I was the team lead, content/editor in chief with Zalando, Europe’s largest e-commerce fashion company, with products in 17 countries and 14,000 employees. I managed an international team of 25+, including 7 direct manager-level reports. I was tasked with increasing the quality and visibility of Zalando’s content offerings and improving the end-to-end user experience, from customer inspiration to conversion to purchase.
Challenges:
To emphasize the importance of and advocate for content as part of Zalando’s product offerings by increasing communication amongst Zalando’s departments (e.g., creative, marketing, PR, sales, social).
To improve communication amongst the Creative Team to better streamline the content creation and production process.
To analyze the range of Zalando’s content types and decide what to keep, what to cut and what to change.
To figure out ways to best surface the content on the Zalando site and app and measure its success.
Solution:
Created a roadshow and set up one-on-ones with other Team Leads to introduce the Content Team, discuss collaborations on future projects and begin processes for sharing knowledge going forward.
Scheduled weekly one-on-ones with each member of my team to discuss successes, challenges and solutions, as well as made myself available for impromptu meetings as needed. I also streamlined the weekly content meeting to make it more inclusive and give everyone a chance to discuss their projects and weigh in on others’ projects. (We also had a daily standup.)
Streamlined the content analytics reports and shared them with the content team on a regular basis. This way, we could respond quickly to create more content if needed and pull back if it wasn’t working. This included creation of a more flexible content calendar.
Performed a content review, which included input from team members, plus metrics and user testing, to see users’ response to current content and decide how to move forward.
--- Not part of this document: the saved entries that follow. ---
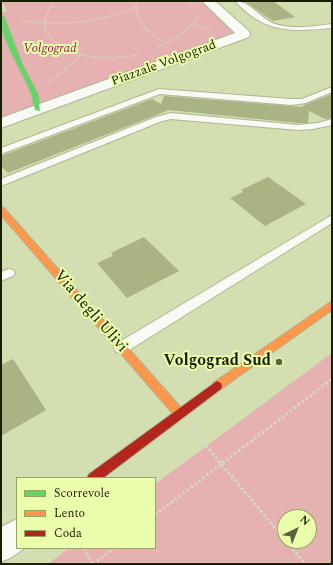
<!DOCTYPE html>
<style>
body{margin:0}
#map{position:relative;width:333px;height:565px;overflow:hidden;background:#d3deb1;font-family:Spectral,serif}
canvas{display:block}
.frame{position:absolute;inset:0;border:2px solid #181e00;pointer-events:none}
.legend{position:absolute;left:16px;top:477px;width:140px;height:72px;box-sizing:border-box;background:#ebfeab;border:1px solid #97a467;margin:0;padding:5px 7px;list-style:none;font-size:12px;color:#181e00}
.legend li{display:flex;align-items:center;gap:8px;height:20px}
.legend b{width:20px;border:1px solid #97a467}
.north{position:absolute;left:277px;top:509px;width:40px;height:40px;box-sizing:border-box;background:#ebfeab;border:1px solid #97a467;border-radius:50%;rotate:43deg;font-size:11px;font-weight:700;line-height:16px;text-align:center;color:#181e00}
.north::after{content:'';display:block;margin:auto;width:14px;height:18px;background:#59613e;clip-path:polygon(50% 0,100% 100%,50% 72%,0 100%)}
</style>
<div id="map">
<canvas width="333" height="565"></canvas>
<div class="frame"></div>
<ul class="legend">
<li><b style="height:5px;background:#63d668"></b>Scorrevole</li>
<li><b style="height:5px;background:#ff974d"></b>Lento</li>
<li><b style="height:5px;background:#b3261e"></b>Coda</li>
</ul>
<div class="north">N</div>
</div>
<script>
const ctx = document.querySelector('canvas').getContext('2d');
ctx.lineJoin = 'round';
function fillPath(path, color) {
  ctx.fillStyle = color;
  ctx.fill(path, 'evenodd');
}
function trace(path, color, width, dash) {
  ctx.strokeStyle = color;
  ctx.lineWidth = width;
  ctx.lineCap = dash ? 'butt' : 'round';
  ctx.setLineDash(dash || []);
  ctx.stroke(path);
}
function write(font, color, halo, rows, align = 'center') {
  ctx.font = font + ' Spectral,serif';
  ctx.lineWidth = 4;
  ctx.setLineDash([]);
  ctx.textBaseline = 'middle';
  ctx.strokeStyle = halo;
  ctx.fillStyle = color;
  for (const [text, x, y, turn = 0] of rows) {
    ctx.save();
    ctx.translate(x, y);
    ctx.rotate((+turn || 0) * Math.PI / 180);
    ctx.textAlign = isNaN(turn) ? turn : align;
    if (halo) ctx.strokeText(text, 0, 0);
    ctx.fillText(text, 0, 0);
    ctx.restore();
  }
}
const green = new Path2D(`
 M2 1H201L237 34 1 118V13L7 11Z
 M332 353V564H48L69 548H155V484ZM285 517H309V541H285Z`);
const building = new Path2D(`
 M244 1H273L295 17 273 21Z
 M332 94V118L325 119 309 111 308 123H298L169 110 8 173 1 166V156L152 99 161 104 164 96 303 107 302 106Z
 M268 177 306 204 265 226 230 198 243 192 241 190Z
 M144 237 179 271 127 298 97 263 113 256 111 253Z
 M13 359 46 410 1 436V365Z`);
const pathFar1 = new Path2D(`
 M54 1C45 15 39 27 53 40 74 61 111 59 139 55
 M189 1 192 5
 M136 7C137 26 152 35 167 43
 M20 21C61 26 98 23 136 7L137 1
 M193 25 212 29
 M155 49C171 41 187 33 198 18L197 11
 M49 83 81 55`);
const path = new Path2D(`
 M193 430 285 540
 M155 515 332 379
 M286 541 305 564
 M84 548 92 564
 M93 564 114 548`);
const lane = new Path2D(`
 M235 1C250 1 261 19 275 24 293 30 314 26 332 24V28C292 32 264 33 235 1Z
 M332 87V92L306 103 291 105 160 94 1 154V148L159 89 291 99H302Z
 M171 113 298 125 318 123 332 119V125L313 129 298 130 171 119 162 121 1 186V179L156 117Z
 M332 215V223L126 352 121 353 116 352 114 348 116 344Z
 M9 269 13 270 15 273 13 276 1 281V272Z`);
const street = new Path2D(`
 M202 1H215L249 31 250 34 249 37 1 128V118L235 33Z
 M17 519V548H25L12 557 1 562V527Z`);
const fast = new Path2D(`
 M1 15 4 17 22 64 38 95 40 111 35 110C34 105 33 99 32 95 23 70 1 42 1 15Z`);
const slow = new Path2D(`
 M1 207 4 208 183 410 184 413 183 416 179 418 175 416 1 215Z
 M332 301V310L221 389 217 391 213 389 212 386 213 383Z`);
const jam = new Path2D(`
 M217 381 221 383 222 386 221 389 103 478H87L89 474Z`);
const markers = [
 [279,362,4,"#59613e"]
];
const farParknames = [
 ["Volgograd",50,49]
];
const farStreetnames = [
 ["Piazzale Volgograd",164,64,-20]
];
const streetNames = [
 ["Via degli Ulivi",90,312,49]
];
const poiNames = [
 ["Volgograd Sud",271,362]
];
fillPath(green, '#e6b2b1');
fillPath(building, '#a9b384');
trace(lane, '#aeb693', 2);
trace(street, '#aeb693', 2);
trace(fast, '#aeb693', 2);
trace(slow, '#aeb693', 2);
trace(jam, '#aeb693', 2);
trace(pathFar1, '#d4d8c9', 1.5, [1, 1]);
trace(path, '#d4d8c9', 3, [2.5, 2.5]);
fillPath(lane, '#f8faf3');
fillPath(street, '#f8faf3');
fillPath(fast, '#63d668');
fillPath(slow, '#ff974d');
fillPath(jam, '#b3261e');
for (const [x, y, r, color] of markers) {
  const dot = new Path2D();
  dot.arc(x, y, r, 0, 2 * Math.PI);
  ctx.fillStyle = color;
  ctx.fill(dot);
  trace(dot, '#ebfeab', 1.5);
}
write('italic 13px', '#902151', '#ebfeab', farParknames);
write('13px', '#181e00', '#ebfeab', farStreetnames);
write('16px', '#181e00', '#ebfeab', streetNames);
write('bold 16px', '#181e00', '#ebfeab', poiNames, 'right');
</script>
This resulted in:
Cutting content types that didn’t perform as well.
Highlighting higher-performing content (e.g., Get the Look, How To).
Optimizing content that had traffic but a high bounce rate, such as videos, which we shortened and focused, saving time and costs.
Results:
Pageviews, unique users and average time on page all showed healthy increases – for instance, from 2.7 million monthly pageviews for women’s content up to 4 million.
We increased the number of entry points to the content throughout the site and app.
The Content Team felt more empowered to openly discuss ideas and to take responsibility for their individual work.
Other teams within the company became more aware of content, and team representatives were increasingly invited to collaborate as stakeholders on cross-functional projects.